One of the important functions of RBI is to regulate and control inflation in the economy. Let us understand how this is done:

What is Inflation?

Inflation is the rise in prices of goods and services with time. It is more money chasing fewer goods. It is essentially the rate at which the price for a given basket of commodities (goods and services) rises over a given period of time. In other words, as inflation increases, the purchasing power of a country’s currency reduces.

See Also: How To Invest If RBI Cuts Repo Rate?

Policies By Reserve Bank of India that Impact Inflation

Interest Rate

  1. Repo Rate (RR): The benchmark interest rate at which the RBI lends money to other commercial banks (both public and private) is called the repo rate. Repo rate is also known as repurchase rate, where money is lent only for the short term. With an increase in repo rate, the interest at which money is lent also increases. The effect of an increase in the repo rate is directly seen on the customers as home loan rates rise.
  2. Reverse Repo Rate (RRR): The rate of interest at which the RBI borrows money from other banks is known as reverse repo rate. Reverse repo rate is an extremely strong and important tool, which the reserve bank of India uses, to bring down the inflation when excessive capital floats in the market.
  3. Bank Rate: These rates influence commercial lending in the economy. Bank rates are the least used tool for inflation control.

Reserve Ratio

  1. Cash Reverse Ratio (CRR): The minimum mandatory deposit each bank needs to make with the Reserve bank of India is called cash reverse ratio.
  2. Statutory Liquidity Ratio (SLR): Another form of the deposit that banks need to make with the Reserve Bank of India in the form of commodities like gold and other securities is called statutory liquidity ratio. A high SLR means the bank will not be in a position to grant loans.

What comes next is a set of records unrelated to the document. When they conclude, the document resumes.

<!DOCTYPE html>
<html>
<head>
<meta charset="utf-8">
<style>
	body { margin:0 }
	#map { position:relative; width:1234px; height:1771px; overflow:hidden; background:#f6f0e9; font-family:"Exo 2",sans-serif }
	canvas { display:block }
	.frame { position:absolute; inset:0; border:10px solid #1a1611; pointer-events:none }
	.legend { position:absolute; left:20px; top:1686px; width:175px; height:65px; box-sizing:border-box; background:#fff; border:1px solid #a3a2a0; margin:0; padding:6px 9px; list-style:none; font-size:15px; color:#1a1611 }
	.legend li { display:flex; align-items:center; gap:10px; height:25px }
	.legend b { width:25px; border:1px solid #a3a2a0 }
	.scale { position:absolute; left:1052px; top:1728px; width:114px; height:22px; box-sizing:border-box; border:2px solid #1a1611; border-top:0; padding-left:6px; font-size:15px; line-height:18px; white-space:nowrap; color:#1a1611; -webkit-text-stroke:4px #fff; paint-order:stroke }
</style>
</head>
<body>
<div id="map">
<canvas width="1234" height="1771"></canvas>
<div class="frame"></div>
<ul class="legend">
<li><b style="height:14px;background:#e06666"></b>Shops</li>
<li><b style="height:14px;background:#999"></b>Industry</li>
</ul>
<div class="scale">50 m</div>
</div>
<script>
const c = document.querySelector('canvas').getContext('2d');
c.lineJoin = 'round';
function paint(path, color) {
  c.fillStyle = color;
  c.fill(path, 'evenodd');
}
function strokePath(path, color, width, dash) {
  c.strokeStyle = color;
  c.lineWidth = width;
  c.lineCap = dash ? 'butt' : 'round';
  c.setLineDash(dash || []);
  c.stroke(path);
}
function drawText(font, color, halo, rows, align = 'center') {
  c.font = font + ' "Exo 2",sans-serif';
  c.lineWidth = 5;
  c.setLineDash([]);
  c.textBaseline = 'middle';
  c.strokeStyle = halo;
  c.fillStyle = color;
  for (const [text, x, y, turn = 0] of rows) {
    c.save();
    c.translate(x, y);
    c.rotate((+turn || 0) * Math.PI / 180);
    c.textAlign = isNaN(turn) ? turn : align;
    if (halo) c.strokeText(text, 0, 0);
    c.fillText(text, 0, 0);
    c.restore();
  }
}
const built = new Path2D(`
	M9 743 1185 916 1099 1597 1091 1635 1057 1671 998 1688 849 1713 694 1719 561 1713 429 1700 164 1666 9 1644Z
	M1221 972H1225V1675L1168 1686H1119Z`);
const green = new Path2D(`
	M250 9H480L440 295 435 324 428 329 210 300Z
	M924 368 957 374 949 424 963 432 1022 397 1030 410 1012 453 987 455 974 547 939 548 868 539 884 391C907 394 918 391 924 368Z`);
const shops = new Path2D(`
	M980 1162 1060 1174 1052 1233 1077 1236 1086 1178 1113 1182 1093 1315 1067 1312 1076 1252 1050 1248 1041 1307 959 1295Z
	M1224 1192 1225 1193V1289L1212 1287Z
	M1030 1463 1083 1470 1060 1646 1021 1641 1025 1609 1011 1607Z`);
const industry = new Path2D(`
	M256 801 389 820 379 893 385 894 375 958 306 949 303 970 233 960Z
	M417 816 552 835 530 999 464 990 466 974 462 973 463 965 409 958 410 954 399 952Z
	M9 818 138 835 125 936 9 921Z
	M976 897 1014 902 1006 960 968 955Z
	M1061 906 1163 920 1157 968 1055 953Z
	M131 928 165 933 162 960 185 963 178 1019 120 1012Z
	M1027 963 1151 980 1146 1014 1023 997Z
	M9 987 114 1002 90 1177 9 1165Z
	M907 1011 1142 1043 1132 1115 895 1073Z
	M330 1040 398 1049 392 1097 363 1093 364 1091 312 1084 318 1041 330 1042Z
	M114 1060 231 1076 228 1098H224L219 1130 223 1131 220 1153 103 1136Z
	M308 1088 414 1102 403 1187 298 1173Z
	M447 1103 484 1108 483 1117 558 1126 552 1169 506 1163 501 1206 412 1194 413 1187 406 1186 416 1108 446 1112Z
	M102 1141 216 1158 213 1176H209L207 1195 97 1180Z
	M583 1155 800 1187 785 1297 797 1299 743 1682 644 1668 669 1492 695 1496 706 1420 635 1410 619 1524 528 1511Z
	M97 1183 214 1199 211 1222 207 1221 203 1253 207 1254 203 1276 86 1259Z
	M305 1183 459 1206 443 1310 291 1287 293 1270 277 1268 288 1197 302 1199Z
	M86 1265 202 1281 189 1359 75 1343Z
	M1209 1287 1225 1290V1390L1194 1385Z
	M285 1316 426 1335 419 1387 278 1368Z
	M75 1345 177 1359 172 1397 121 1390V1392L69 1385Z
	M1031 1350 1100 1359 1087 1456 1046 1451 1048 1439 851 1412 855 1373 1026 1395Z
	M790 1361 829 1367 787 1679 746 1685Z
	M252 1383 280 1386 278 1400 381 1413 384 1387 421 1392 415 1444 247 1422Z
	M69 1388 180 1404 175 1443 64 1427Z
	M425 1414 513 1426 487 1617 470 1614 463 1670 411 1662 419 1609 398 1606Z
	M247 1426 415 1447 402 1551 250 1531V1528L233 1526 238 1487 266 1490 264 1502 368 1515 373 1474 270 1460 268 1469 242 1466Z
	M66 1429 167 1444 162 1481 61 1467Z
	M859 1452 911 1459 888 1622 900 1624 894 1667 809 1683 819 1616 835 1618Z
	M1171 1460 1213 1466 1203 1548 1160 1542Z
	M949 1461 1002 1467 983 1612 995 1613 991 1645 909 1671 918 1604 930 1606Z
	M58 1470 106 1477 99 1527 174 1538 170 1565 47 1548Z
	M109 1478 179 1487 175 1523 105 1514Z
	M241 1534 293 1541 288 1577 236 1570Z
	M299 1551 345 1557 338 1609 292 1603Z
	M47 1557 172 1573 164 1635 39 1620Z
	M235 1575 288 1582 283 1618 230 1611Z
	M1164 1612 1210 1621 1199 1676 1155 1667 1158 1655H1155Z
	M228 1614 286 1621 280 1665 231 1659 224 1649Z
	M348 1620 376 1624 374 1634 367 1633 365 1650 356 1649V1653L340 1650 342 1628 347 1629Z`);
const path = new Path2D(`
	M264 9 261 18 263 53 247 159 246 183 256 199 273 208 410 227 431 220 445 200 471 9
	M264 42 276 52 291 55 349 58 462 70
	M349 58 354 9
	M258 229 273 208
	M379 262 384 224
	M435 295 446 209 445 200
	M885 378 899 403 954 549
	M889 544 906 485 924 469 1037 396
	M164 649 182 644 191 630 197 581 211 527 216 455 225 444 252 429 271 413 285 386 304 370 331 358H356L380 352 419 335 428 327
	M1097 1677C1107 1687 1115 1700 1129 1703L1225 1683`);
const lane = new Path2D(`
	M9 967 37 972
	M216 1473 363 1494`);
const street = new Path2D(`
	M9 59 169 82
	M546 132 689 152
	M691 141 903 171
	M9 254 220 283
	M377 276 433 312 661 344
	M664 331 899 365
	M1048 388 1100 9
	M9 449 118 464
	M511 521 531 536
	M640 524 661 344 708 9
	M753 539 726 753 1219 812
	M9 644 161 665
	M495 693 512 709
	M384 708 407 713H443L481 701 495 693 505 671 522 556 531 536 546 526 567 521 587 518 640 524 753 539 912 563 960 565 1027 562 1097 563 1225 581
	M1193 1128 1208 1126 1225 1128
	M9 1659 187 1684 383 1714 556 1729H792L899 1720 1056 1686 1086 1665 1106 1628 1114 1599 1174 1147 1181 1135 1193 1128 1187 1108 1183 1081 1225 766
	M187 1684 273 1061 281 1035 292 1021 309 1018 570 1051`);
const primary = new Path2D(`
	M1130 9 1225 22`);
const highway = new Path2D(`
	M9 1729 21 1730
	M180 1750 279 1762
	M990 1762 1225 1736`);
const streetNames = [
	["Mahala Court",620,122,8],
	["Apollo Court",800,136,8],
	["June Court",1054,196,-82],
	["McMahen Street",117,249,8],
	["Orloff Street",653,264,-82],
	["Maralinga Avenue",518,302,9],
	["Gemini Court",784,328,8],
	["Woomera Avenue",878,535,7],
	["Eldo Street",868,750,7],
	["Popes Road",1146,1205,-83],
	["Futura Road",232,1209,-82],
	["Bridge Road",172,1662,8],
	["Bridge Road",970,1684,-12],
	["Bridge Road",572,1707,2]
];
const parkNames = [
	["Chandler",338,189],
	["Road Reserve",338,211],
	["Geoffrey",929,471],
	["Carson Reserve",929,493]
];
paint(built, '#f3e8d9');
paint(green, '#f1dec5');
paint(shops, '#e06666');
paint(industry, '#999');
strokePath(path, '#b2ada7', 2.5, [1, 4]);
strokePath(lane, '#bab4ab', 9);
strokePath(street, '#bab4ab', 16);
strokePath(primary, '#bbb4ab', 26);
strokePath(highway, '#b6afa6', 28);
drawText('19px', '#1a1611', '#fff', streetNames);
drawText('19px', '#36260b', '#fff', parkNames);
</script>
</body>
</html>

There are two observations that come as impact under these policies:

1. In Case of Interest Rates

Increasing interest rates imply difficulties for banks vis-a-vis borrowing capital from RBI and hence controls the influx of capital in the market. This way RBI decreases the liquidity and controls inflation.

See Also: Monetary Policy: Definition, Objectives, Types, Tools

2. In Case of Reserve Ratios

The increase in reserve ratios implies a decrease in the lending power of banks; hence a reduction in the loan granting power of banks. These ratios help in managing credit levels in the economy.            


RBI is a central body that governs inflation control and other financial reforms. With the above-discussed ratios and rates, RBI exercises control over inflation in the economy and makes necessary and required changes.